** YOUR GOAL **
All lines from the one containing "position:relative; width:2514px; height:827px;" down to the one containing "filter:drop-shadow(2px 0 #3b4b6f)", both ends included, are to be given again exactly; omit the rest of the listing below.

** RECORDS FOR THIS EXERCISE **

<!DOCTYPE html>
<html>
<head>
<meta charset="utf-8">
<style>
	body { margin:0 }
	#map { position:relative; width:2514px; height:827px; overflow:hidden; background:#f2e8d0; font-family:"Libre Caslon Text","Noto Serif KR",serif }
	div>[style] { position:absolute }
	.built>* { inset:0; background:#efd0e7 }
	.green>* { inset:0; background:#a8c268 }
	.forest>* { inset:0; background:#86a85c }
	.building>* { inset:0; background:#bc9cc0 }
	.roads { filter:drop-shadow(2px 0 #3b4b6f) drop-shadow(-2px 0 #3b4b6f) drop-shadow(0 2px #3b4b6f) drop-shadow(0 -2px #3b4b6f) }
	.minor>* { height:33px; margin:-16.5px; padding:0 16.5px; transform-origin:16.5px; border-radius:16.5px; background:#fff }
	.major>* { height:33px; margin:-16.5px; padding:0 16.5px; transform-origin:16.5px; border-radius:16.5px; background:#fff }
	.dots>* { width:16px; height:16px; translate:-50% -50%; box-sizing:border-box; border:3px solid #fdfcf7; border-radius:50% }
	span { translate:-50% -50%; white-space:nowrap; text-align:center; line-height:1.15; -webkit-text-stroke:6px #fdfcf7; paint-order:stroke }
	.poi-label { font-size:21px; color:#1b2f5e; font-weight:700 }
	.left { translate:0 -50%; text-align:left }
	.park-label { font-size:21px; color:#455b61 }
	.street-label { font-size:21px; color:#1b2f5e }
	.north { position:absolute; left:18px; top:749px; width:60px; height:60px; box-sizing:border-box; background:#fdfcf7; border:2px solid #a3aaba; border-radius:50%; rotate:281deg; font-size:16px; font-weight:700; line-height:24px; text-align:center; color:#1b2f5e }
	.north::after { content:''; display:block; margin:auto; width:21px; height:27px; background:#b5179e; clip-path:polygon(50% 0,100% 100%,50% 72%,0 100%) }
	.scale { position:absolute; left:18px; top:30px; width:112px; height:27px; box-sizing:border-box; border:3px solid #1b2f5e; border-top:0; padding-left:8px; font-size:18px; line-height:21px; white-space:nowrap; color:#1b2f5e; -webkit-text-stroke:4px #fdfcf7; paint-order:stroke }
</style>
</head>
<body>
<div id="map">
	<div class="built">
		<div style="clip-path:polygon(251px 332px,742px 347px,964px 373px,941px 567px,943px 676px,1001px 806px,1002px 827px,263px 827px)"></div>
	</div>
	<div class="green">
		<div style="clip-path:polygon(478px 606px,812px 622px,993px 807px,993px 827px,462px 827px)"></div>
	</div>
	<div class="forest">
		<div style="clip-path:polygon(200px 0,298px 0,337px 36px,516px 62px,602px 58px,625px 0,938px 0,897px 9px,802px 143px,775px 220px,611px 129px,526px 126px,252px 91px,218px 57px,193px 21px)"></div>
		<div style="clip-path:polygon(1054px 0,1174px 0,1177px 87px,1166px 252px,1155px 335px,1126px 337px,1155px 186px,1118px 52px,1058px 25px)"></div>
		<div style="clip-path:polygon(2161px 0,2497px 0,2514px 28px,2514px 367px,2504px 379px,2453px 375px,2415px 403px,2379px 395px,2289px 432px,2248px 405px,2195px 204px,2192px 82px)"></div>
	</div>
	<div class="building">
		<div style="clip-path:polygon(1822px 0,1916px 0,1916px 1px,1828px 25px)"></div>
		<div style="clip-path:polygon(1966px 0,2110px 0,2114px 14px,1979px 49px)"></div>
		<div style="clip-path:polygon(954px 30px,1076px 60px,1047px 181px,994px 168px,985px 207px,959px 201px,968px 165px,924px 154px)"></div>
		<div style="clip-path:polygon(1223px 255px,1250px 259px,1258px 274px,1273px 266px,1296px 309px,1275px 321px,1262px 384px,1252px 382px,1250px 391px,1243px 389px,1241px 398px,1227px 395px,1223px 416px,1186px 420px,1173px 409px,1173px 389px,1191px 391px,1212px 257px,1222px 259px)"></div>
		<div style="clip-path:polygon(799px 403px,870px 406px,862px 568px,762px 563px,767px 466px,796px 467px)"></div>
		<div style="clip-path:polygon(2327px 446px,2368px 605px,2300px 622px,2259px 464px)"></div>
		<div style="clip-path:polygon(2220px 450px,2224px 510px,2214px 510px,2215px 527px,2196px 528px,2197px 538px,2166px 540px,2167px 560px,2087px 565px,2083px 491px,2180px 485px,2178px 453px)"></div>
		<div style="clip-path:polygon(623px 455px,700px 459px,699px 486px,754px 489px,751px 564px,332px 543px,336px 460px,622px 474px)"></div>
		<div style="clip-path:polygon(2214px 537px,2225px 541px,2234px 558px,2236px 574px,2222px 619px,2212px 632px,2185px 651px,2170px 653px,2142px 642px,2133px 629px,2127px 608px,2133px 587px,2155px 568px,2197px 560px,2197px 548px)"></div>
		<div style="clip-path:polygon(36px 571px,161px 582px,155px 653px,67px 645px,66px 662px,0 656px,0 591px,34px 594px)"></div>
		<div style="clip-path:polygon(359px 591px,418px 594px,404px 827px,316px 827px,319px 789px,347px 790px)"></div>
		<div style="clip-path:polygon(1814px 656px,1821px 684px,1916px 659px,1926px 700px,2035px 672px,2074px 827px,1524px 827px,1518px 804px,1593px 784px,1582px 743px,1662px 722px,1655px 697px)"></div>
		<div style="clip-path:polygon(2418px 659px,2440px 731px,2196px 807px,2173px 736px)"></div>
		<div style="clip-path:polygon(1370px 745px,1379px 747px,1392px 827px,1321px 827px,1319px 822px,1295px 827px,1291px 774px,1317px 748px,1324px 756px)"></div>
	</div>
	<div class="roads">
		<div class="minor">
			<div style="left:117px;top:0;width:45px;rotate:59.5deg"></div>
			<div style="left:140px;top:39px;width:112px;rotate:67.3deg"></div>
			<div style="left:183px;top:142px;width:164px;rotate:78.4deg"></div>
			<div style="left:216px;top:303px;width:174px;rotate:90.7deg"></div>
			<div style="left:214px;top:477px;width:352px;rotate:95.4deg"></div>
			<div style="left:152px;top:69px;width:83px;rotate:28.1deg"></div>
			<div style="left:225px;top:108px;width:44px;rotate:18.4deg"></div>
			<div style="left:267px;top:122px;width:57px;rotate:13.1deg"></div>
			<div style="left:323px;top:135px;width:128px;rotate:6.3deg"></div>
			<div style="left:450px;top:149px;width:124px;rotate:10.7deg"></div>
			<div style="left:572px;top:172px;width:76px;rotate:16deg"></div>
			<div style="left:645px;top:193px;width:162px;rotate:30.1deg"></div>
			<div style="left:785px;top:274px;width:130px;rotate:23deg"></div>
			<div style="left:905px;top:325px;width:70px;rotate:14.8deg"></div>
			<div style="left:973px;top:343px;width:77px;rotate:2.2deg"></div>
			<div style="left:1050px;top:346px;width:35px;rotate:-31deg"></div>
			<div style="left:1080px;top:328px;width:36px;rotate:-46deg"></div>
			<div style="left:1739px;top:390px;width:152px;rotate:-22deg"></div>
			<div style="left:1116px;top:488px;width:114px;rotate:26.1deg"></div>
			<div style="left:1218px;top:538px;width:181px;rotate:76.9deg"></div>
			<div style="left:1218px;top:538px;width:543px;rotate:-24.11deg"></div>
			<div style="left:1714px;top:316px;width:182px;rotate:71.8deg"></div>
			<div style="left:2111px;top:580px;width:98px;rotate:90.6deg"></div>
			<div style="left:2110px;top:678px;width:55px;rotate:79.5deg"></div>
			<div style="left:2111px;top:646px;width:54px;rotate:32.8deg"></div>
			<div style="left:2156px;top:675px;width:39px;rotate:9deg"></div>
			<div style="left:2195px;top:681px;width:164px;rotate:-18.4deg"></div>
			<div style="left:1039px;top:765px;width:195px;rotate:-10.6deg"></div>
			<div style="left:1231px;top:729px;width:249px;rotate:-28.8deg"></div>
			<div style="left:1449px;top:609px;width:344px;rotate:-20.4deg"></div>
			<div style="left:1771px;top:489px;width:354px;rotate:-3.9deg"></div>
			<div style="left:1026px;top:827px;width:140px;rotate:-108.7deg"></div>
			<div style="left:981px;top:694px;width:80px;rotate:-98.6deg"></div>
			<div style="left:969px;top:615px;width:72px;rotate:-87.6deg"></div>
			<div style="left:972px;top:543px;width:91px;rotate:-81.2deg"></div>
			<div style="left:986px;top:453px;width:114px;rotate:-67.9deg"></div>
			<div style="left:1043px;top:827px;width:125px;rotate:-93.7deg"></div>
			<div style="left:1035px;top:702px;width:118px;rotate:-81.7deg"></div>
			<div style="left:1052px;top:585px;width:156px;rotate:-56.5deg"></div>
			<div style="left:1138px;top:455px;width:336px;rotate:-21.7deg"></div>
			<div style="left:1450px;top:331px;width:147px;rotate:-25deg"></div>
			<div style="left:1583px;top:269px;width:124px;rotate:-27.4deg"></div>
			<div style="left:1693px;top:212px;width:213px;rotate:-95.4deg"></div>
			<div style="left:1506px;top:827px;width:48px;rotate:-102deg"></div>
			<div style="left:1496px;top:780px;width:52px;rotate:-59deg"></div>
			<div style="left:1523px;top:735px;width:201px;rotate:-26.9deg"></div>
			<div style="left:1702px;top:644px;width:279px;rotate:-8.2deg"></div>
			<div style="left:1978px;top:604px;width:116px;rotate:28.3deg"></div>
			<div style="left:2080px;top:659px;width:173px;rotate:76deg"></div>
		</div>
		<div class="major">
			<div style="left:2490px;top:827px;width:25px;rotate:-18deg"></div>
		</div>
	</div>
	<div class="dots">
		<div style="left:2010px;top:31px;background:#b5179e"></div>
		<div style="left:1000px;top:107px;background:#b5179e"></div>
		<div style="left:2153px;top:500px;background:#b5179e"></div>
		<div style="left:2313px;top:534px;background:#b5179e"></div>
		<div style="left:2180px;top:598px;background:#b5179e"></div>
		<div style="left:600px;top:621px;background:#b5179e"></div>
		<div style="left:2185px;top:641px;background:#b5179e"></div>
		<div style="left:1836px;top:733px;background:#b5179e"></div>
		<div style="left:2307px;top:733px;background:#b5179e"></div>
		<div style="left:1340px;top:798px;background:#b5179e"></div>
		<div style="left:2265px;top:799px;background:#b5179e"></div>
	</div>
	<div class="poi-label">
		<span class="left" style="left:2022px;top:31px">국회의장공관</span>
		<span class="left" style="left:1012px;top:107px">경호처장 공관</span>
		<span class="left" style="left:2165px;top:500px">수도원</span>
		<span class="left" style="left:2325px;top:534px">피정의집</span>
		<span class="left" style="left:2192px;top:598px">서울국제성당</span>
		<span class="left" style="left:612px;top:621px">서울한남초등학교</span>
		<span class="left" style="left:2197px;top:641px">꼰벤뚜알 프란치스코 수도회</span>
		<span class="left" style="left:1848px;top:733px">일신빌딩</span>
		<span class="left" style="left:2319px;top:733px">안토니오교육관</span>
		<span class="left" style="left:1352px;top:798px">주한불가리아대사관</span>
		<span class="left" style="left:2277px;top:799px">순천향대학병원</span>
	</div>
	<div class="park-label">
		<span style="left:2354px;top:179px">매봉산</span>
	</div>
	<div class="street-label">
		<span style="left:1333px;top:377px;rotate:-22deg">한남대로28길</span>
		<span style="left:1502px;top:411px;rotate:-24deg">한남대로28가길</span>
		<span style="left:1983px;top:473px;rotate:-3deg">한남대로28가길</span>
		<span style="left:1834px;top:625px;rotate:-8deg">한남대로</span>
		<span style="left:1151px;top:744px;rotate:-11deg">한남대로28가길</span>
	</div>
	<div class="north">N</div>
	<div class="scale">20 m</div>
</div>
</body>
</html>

** RESULT OF THIS TASK **
	#map { position:relative; width:2514px; height:827px; overflow:hidden; background:#f2e8d0; font-family:"Libre Caslon Text","Noto Serif KR",serif }
	div>[style] { position:absolute }
	.built>* { inset:0; background:#efd0e7 }
	.green>* { inset:0; background:#a8c268 }
	.forest>* { inset:0; background:#86a85c }
	.building>* { inset:0; background:#bc9cc0 }
	.roads { filter:drop-shadow(2px 0 #3b4b6f) drop-shadow(-2px 0 #3b4b6f) drop-shadow(0 2px #3b4b6f) drop-shadow(0 -2px #3b4b6f) }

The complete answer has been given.